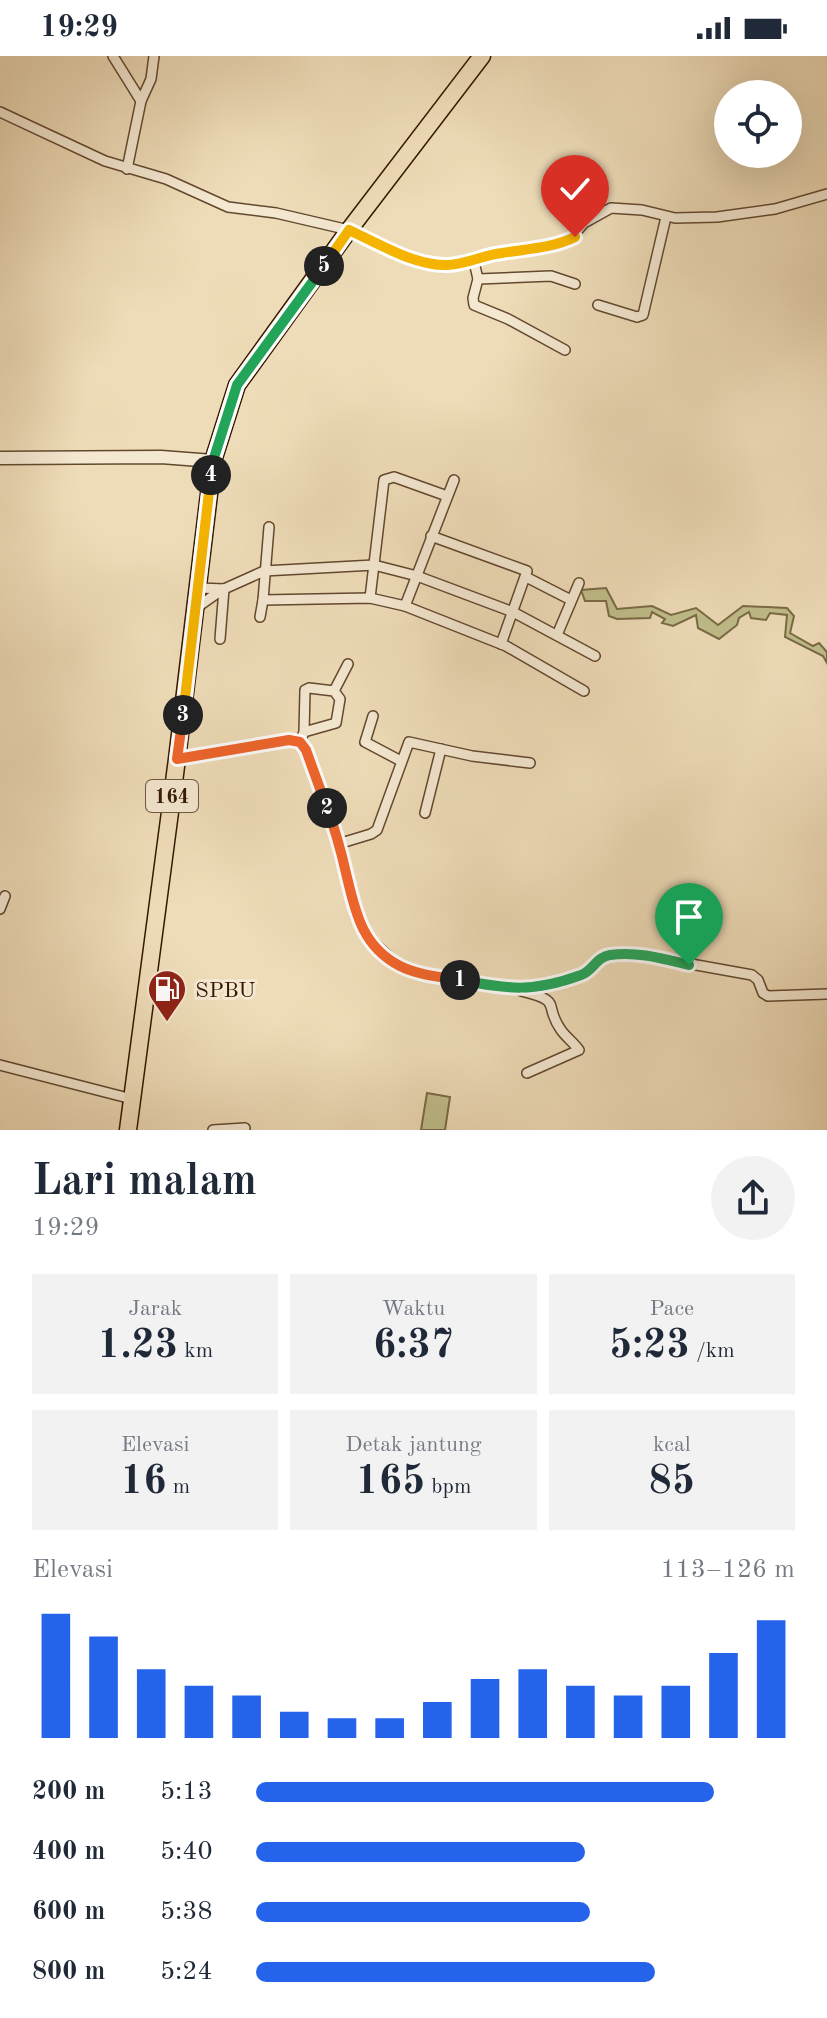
<!DOCTYPE html>
<html lang="id">
<head>
<meta charset="utf-8">
<style>
  body { margin:0; font-family:"Old Standard TT",serif; background:#f2f2f3; color:#1f2937; height:100vh; display:flex; flex-direction:column; font-size:30px; white-space:nowrap }
  * { box-sizing:border-box; margin:0 }
  p { font-size:26px; color:#747a83 }
  .icon { flex:none; width:44px; height:44px; fill:none; stroke:currentColor; stroke-width:2; stroke-linecap:round; stroke-linejoin:round }
  .map { position:relative; height:1074px; overflow:hidden }
  .panel { display:flex; flex-direction:column; background:#fff; flex:1 }
  .panel>* { flex:none }
  .tools { position:absolute; left:714px; top:24px; display:grid; gap:16px }
  .tools a { display:grid; place-items:center; width:88px; height:88px; border-radius:50%; background:#fff; box-shadow:0 8px 32px #0002; font-size:40px }
  .pin { position:absolute; display:grid; place-items:center; width:68px; height:68px; color:#fff; margin:-82px -34px; border-radius:50% 50% 50% 0; rotate:-45deg; box-shadow:0 0 8px #0007 }
  .pin .icon { rotate:45deg }
  .km { position:absolute; width:40px; height:40px; margin:-20px; border-radius:50%; background:#222; color:#fff; font-size:22px; line-height:40px; text-align:center }
  .round { display:grid; place-items:center; flex:none; width:84px; height:84px; border-radius:42px; background:#f2f2f3 }
  .head { display:flex; align-items:center; justify-content:space-between; height:136px; padding:0 32px }
  h1 { font-size:44px; font-weight:700; line-height:60px }
  .stats { display:grid; grid-template-columns:repeat(3,1fr); gap:12px; height:136px; padding:8px 32px }
  .stats div { display:grid; align-content:center; border-radius:0px; background:#f2f2f3; text-align:center }
  .stats b { font-size:40px; font-weight:700 }
  .stats small { font-size:22px; font-weight:400 }
  .stats p { font-size:22px }
  .chart { height:224px; padding:16px 32px }
  .chart p { display:flex; justify-content:space-between }
  .chart svg { width:100%; height:144px; margin-top:8px; stroke:#2563eb; stroke-width:6 }
  ul { padding:0 32px; list-style:none; font-size:26px }
  li { display:grid; grid-template-columns:128px 96px 1fr; align-items:center; height:60px }
  li i { height:20px; border-radius:10px; background:#2563eb }
  .status { display:flex; justify-content:space-between; align-items:center; height:56px; padding:0 40px; background:#fff; direction:ltr }
  .status svg { height:22px; fill:currentColor }
  .map>svg:first-child { display:block }
  .green { fill:#c0be8a; stroke:#7a6a46; stroke-width:2 }
  .lines { fill:none; stroke-linecap:round; stroke-linejoin:round }
  .minor-casing { stroke:#63482f; stroke-width:12 }
  .tertiary-casing { stroke:#63482f; stroke-width:15 }
  .primary-casing { stroke:#351701; stroke-width:19 }
  .minor { stroke:#f4e8d1; stroke-width:9 }
  .tertiary { stroke:#f4e8d1; stroke-width:12 }
  .primary { stroke:#eedcb8; stroke-width:16 }
  .split-1-casing { stroke:#fff; stroke-width:16 }
  .split-2-casing { stroke:#fff; stroke-width:16 }
  .split-3-casing { stroke:#fff; stroke-width:16 }
  .split-4-casing { stroke:#fff; stroke-width:16 }
  .split-5-casing { stroke:#fff; stroke-width:16 }
  .split-6-casing { stroke:#fff; stroke-width:16 }
  .split-1 { stroke:#22a559; stroke-width:10 }
  .split-2 { stroke:#f0652b; stroke-width:10 }
  .split-3 { stroke:#f0652b; stroke-width:10 }
  .split-4 { stroke:#f5b400; stroke-width:10 }
  .split-5 { stroke:#22a559; stroke-width:10 }
  .split-6 { stroke:#f5b400; stroke-width:10 }
  .labels { text-anchor:middle; stroke-width:6; stroke-linejoin:round; paint-order:stroke }
  .shield { fill:#f4e8d1; stroke:#6e563f; stroke-width:2 }
  .shield-label { font-size:20px; font-weight:bold; fill:#351701 }
  .poi-label { font-size:22px; fill:#351701; stroke:#f4e8d1; text-anchor:start }
</style>
</head>
<body>
<div class="status"><b>19:29</b><svg viewBox="0 0 49 12"><path d="M0 12V9h3v3zM5 12V6h3v6zM10 12V3h3v9zM15 12V0h3v12zM26 1h20v11H26zM47 4h2v5h-2z"/></svg></div>
<div class="map">
<svg width="827" height="1074" viewBox="0 0 827 1074">
  <rect width="100%" height="100%" fill="#eedcb8"/>
  <filter id="stains"><feTurbulence type="fractalNoise" baseFrequency=".0025" numOctaves="4"/><feColorMatrix values="0 0 0 0 .2 0 0 0 0 .09 0 0 0 0 .02 0 0 0 .5 -.17"/></filter>
  <radialGradient id="worn" r=".72"><stop offset=".6" stop-color="#630" stop-opacity="0"/><stop offset="1" stop-color="#630" stop-opacity=".3"/></radialGradient>
  <g class="green">
    <path d="M 606,532 L 617,553 L 652,550 L 671,559 L 696,552 L 718,569 L 743,550 L 787,552 L 794,560 L 790,577 L 813,590 L 819,587 L 827,596 L 827,607 L 823,600 L 785,581 L 787,559 L 770,557 L 766,564 L 751,562 L 749,556 L 739,562 L 737,569 L 719,583 L 698,572 L 696,559 L 673,570 L 662,567 L 665,563 L 652,556 L 650,562 L 617,563 L 609,560 L 606,545 L 585,545 L 581,534 Z"/>
    <path d="M 427,1037 L 450,1041 L 445,1074 L 421,1074 Z"/>
  </g>
  <g class="lines">
    <g class="minor-casing">
      <g id="minor">
        <path d="M 113,0 L 141,45"/>
        <path d="M 0,56 L 105,105 L 166,123 L 228,151 L 276,157 L 349,174 L 412,202 L 435,208 L 474,206 L 485,199 L 552,189 L 570,183 L 584,167 L 611,152 L 642,154 L 675,162 L 717,161 L 775,153 L 827,138"/>
        <path d="M 127,113 L 141,45 L 151,23 L 154,0"/>
        <path d="M 474,206 L 478,223 L 473,242 L 474,249 L 508,263 L 565,294"/>
        <path d="M 478,223 L 551,220 L 575,228"/>
        <path d="M 598,249 L 637,261 L 643,259 L 666,161"/>
        <path d="M 269,471 L 263,544 L 370,542 L 405,550 L 506,590 L 584,635"/>
        <path d="M 431,480 L 527,515 L 501,588"/>
        <path d="M 526,521 L 571,544"/>
        <path d="M 199,532 L 224,533 L 264,515 L 374,509 L 417,520 L 513,556 L 595,600"/>
        <path d="M 370,542 L 384,424 L 394,421 L 447,440"/>
        <path d="M 405,550 L 454,424"/>
        <path d="M 196,552 L 223,533"/>
        <path d="M 260,561 L 263,544"/>
        <path d="M 557,579 L 579,527"/>
        <path d="M 220,583 L 224,533"/>
        <path d="M 334,635 L 348,608"/>
        <path d="M 373,660 L 365,686 L 401,705"/>
        <path d="M 300,686 L 304,676 L 305,634 L 309,632 L 334,635 L 340,643 L 336,667 L 304,676"/>
        <path d="M 177,703 L 289,684 L 300,686 L 306,694 L 331,764 L 356,861 L 362,873 L 376,889 L 399,910 L 431,919 L 514,933 L 543,931 L 585,918 L 599,903 L 610,899 L 641,899 L 752,919 L 758,924 L 763,937 L 768,940 L 827,938"/>
        <path d="M 425,757 L 441,693"/>
        <path d="M 338,788 L 371,778 L 377,774 L 409,686 L 472,700 L 530,707"/>
        <path d="M 0,853 L 5,840"/>
        <path d="M 521,935 C 565,946 542,947 561,974 C 566,981 574,987 579,994 L 527,1017"/>
        <path d="M 0,1009 L 132,1043"/>
        <path d="M 213,1074 L 245,1072"/>
      </g>
    </g>
    <g class="tertiary-casing">
      <path id="tertiary" d="M 0,402 L 161,401 L 213,405"/>
    </g>
    <g class="primary-casing">
      <path id="primary" d="M 128,1074 L 177,703 L 213,405 L 237,329 L 349,174 L 482,0"/>
    </g>
    <use href="#minor" class="minor"/>
    <use href="#tertiary" class="tertiary"/>
    <use href="#primary" class="primary"/>
  </g>
  <g class="lines">
    <g class="split-1-casing">
      <path id="split-1" d="M 460,924 C 509,933 532,937 581,919 C 593,915 596,901 610,899 C 637,895 664,903 689,909"/>
    </g>
    <g class="split-2-casing">
      <path id="split-2" d="M 327,752 C 335,773 341,795 346,817 C 355,854 361,890 400,910 C 418,919 440,921 460,924"/>
    </g>
    <g class="split-3-casing">
      <path id="split-3" d="M 183,659 L 177,703 L 289,684 L 300,686 L 306,694 L 327,752"/>
    </g>
    <g class="split-4-casing">
      <path id="split-4" d="M 183,659 L 211,419"/>
    </g>
    <g class="split-5-casing">
      <path id="split-5" d="M 211,419 L 213,405 L 237,329 L 324,210"/>
    </g>
    <g class="split-6-casing">
      <path id="split-6" d="M 324,210 L 349,174 C 379,188 415,210 448,209 C 468,208 483,199 502,197 C 526,193 553,192 575,181"/>
    </g>
    <use href="#split-1" class="split-1"/>
    <use href="#split-2" class="split-2"/>
    <use href="#split-3" class="split-3"/>
    <use href="#split-4" class="split-4"/>
    <use href="#split-5" class="split-5"/>
    <use href="#split-6" class="split-6"/>
  </g>
  <defs>
    <g id="fuel-pin" transform="scale(2)"><path d="M0 17L-7.5 6A9.5 9.5 0 1 1 7.5 6Z" fill="#8f2418" stroke="#f4e8d1"/><path d="M-5.5-6h7V0h2V4h1.3V-2.5L3-4.5l.8-.8L6-3V5H2.5V1h-1V6h-7ZM-4.2-4.7v3.2H.2V-4.7Z" fill="#fff"/></g>
  </defs>
  <g fill-rule="evenodd">
    <use href="#fuel-pin" x="167" y="933"/>
  </g>
  <g class="labels">
    <rect class="shield" x="146" y="724" width="52" height="32" rx="6"/>
    <g class="shield-label">
      <text x="172" y="747">164</text>
    </g>
    <g class="poi-label">
      <text x="195" y="941">SPBU</text>
    </g>
  </g>
  <rect width="100%" height="100%" filter="url(#stains)"/>
  <rect width="100%" height="100%" fill="url(#worn)"/>
</svg>
<div class="tools">
<a><svg class="icon" aria-label="locate" viewBox="0 0 24 24"><circle cx="12" cy="12" r="6"/><path d="M12 2v4M12 18v4M2 12h4M18 12h4"/></svg></a>
</div>
<div class="pin" style="left:689px;top:909px;background:#1e9e55"><svg class="icon" aria-label="arrive" viewBox="0 0 24 24"><path d="M6 21V4h12l-3 4 3 4H6"/></svg></div>
<div class="pin" style="left:575px;top:181px;background:#d93025"><svg class="icon" aria-label="check" viewBox="0 0 24 24"><path d="M5 12l5 5 9-10"/></svg></div>
<b class="km" style="left:460px;top:924px">1</b>
<b class="km" style="left:327px;top:752px">2</b>
<b class="km" style="left:183px;top:659px">3</b>
<b class="km" style="left:211px;top:419px">4</b>
<b class="km" style="left:324px;top:210px">5</b>
</div>
<section class="panel">
<div class="head"><div><h1>Lari malam</h1><p>19:29</p></div><a class="round"><svg class="icon" aria-label="share" viewBox="0 0 24 24"><path d="M12 15V3M7 8l5-5 5 5M5 13v7h14v-7"/></svg></a></div>
<div class="stats">
<div><p>Jarak</p><b>1.23<small> km</small></b></div>
<div><p>Waktu</p><b>6:37</b></div>
<div><p>Pace</p><b>5:23<small> /km</small></b></div>
</div>
<div class="stats">
<div><p>Elevasi</p><b>16<small> m</small></b></div>
<div><p>Detak jantung</p><b>165<small> bpm</small></b></div>
<div><p>kcal</p><b>85</b></div>
</div>
<div class="chart"><p><span>Elevasi</span>113–126 m</p>
<svg viewBox="0 0 160 44" preserveAspectRatio="none"><path d="M5 44V6M15 44V13M25 44V23M35 44V28M45 44V31M55 44V36M65 44V38M75 44V38M85 44V33M95 44V26M105 44V23M115 44V28M125 44V31M135 44V28M145 44V18M155 44V8"/></svg>
</div>
<ul>
<li><b>200 m</b>5:13<i style="width:85%"></i></li>
<li><b>400 m</b>5:40<i style="width:61%"></i></li>
<li><b>600 m</b>5:38<i style="width:62%"></i></li>
<li><b>800 m</b>5:24<i style="width:74%"></i></li>
</ul>
</section>
</body>
</html>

┄┄┄┄┄┄┄┄┄┄┄┄┄┄┄┄┄┄┄┄

== YOUR OBJECTIVE ==
Lines holding the word "primary" in the entries above are the ones to pull out. Copy them all.

== TASK OUTPUT ==
  .primary-casing { stroke:#351701; stroke-width:19 }
  .primary { stroke:#eedcb8; stroke-width:16 }
    <g class="primary-casing">
      <path id="primary" d="M 128,1074 L 177,703 L 213,405 L 237,329 L 349,174 L 482,0"/>
    <use href="#primary" class="primary"/>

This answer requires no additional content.